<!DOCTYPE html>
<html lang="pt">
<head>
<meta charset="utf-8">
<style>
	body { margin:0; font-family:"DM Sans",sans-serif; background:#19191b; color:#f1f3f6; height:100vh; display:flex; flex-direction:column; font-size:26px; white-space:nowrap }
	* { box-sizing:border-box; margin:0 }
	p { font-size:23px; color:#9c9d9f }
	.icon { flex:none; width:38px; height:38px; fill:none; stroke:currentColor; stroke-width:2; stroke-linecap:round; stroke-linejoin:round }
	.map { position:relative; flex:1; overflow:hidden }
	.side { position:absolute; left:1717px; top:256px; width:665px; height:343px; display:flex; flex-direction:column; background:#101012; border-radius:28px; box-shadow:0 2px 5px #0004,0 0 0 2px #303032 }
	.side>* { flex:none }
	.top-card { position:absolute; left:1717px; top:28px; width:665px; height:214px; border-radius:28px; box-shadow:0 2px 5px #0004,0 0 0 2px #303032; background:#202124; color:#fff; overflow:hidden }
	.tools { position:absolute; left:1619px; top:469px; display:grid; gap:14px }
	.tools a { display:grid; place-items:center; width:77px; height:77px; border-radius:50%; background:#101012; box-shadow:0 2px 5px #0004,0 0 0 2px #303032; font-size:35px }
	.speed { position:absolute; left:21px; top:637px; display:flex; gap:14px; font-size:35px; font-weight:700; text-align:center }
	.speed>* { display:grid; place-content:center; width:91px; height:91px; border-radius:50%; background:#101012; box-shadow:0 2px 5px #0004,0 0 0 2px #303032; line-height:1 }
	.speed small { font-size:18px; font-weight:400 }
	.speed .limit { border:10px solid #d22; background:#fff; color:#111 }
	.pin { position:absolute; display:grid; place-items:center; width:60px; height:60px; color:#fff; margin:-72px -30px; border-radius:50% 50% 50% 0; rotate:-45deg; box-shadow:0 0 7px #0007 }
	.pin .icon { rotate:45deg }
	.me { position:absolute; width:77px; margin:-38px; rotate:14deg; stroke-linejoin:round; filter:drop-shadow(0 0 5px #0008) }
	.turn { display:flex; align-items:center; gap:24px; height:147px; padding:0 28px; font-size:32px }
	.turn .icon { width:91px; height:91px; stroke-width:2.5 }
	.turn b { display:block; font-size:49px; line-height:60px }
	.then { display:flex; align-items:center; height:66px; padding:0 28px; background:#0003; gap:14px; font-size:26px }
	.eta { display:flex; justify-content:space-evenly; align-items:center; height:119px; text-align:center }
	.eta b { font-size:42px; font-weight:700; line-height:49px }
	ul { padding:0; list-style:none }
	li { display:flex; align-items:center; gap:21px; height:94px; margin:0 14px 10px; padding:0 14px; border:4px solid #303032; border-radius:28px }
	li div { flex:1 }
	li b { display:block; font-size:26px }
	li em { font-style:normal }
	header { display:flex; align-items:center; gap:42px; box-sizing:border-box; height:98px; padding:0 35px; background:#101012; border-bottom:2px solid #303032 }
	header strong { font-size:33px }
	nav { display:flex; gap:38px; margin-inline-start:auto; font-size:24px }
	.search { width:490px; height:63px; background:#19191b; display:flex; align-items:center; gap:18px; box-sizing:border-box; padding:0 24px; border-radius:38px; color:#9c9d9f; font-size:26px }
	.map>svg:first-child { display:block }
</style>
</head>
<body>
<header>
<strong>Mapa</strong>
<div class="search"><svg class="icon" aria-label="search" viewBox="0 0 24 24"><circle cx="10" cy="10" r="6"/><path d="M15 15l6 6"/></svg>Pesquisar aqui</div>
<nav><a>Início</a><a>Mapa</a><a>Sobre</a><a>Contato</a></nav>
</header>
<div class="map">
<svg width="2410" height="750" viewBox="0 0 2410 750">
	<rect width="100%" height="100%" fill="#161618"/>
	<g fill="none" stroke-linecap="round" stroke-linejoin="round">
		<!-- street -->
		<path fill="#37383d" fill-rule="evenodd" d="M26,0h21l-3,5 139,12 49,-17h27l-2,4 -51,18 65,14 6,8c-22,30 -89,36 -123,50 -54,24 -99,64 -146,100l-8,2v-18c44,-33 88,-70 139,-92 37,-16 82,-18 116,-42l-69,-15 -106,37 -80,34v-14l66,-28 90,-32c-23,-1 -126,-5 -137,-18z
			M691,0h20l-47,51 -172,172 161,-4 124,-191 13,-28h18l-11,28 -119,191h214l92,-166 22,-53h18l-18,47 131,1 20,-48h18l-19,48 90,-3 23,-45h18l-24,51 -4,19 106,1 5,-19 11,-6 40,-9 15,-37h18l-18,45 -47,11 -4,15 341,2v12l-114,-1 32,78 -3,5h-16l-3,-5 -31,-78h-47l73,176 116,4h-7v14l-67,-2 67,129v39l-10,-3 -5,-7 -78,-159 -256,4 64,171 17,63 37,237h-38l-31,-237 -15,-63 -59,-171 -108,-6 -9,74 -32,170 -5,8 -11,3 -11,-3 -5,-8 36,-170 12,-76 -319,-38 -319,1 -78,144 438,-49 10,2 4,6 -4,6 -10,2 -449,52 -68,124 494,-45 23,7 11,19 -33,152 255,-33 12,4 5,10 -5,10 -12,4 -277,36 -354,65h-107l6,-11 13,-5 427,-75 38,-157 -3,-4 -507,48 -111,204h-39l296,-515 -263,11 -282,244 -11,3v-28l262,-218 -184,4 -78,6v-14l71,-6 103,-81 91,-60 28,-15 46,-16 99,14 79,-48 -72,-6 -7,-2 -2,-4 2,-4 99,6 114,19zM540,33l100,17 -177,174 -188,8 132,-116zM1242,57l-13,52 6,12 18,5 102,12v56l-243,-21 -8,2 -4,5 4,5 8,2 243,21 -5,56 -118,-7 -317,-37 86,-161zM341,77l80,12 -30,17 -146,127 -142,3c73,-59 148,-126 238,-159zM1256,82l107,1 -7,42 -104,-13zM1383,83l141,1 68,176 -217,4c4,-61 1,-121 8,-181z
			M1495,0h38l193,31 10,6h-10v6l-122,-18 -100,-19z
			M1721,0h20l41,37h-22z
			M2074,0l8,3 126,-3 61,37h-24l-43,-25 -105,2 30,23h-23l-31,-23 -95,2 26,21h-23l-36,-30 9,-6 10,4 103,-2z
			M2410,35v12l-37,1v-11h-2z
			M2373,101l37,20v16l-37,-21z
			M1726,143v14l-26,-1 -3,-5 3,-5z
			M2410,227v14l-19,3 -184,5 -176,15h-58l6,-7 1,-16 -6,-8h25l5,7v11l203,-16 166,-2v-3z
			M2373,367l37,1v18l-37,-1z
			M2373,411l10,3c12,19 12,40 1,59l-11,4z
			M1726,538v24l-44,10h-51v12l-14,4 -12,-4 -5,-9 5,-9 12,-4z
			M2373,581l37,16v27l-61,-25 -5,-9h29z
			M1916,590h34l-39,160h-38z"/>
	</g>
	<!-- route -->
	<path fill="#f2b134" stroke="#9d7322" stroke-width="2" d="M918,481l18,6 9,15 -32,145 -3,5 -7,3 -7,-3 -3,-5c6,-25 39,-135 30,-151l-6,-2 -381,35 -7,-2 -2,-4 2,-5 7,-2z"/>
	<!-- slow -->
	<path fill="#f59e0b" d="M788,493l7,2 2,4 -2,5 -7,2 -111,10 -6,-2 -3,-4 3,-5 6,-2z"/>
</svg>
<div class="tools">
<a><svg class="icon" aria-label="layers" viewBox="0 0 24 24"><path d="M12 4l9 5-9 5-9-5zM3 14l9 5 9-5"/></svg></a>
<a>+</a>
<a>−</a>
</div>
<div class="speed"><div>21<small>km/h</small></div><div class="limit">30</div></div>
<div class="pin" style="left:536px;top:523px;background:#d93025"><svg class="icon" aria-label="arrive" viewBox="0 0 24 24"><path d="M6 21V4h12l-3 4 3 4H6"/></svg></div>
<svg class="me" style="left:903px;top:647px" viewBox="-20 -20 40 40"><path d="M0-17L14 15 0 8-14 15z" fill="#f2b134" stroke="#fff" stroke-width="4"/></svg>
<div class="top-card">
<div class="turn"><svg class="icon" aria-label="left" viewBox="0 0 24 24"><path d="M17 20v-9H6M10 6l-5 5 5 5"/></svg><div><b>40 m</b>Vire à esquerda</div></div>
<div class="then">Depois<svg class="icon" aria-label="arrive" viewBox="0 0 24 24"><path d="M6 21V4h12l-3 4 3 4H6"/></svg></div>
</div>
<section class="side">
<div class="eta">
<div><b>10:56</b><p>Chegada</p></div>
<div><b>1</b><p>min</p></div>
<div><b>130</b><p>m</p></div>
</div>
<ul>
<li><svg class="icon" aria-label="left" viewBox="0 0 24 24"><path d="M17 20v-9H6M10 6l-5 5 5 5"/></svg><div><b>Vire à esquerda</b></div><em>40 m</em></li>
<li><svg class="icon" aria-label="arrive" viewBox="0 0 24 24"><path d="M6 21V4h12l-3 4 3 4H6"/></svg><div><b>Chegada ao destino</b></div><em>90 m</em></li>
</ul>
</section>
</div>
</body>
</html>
=-=-=-=-=
Task item: Check each line above for "speed" and give the number of lines that match, nothing more.

Response below: 5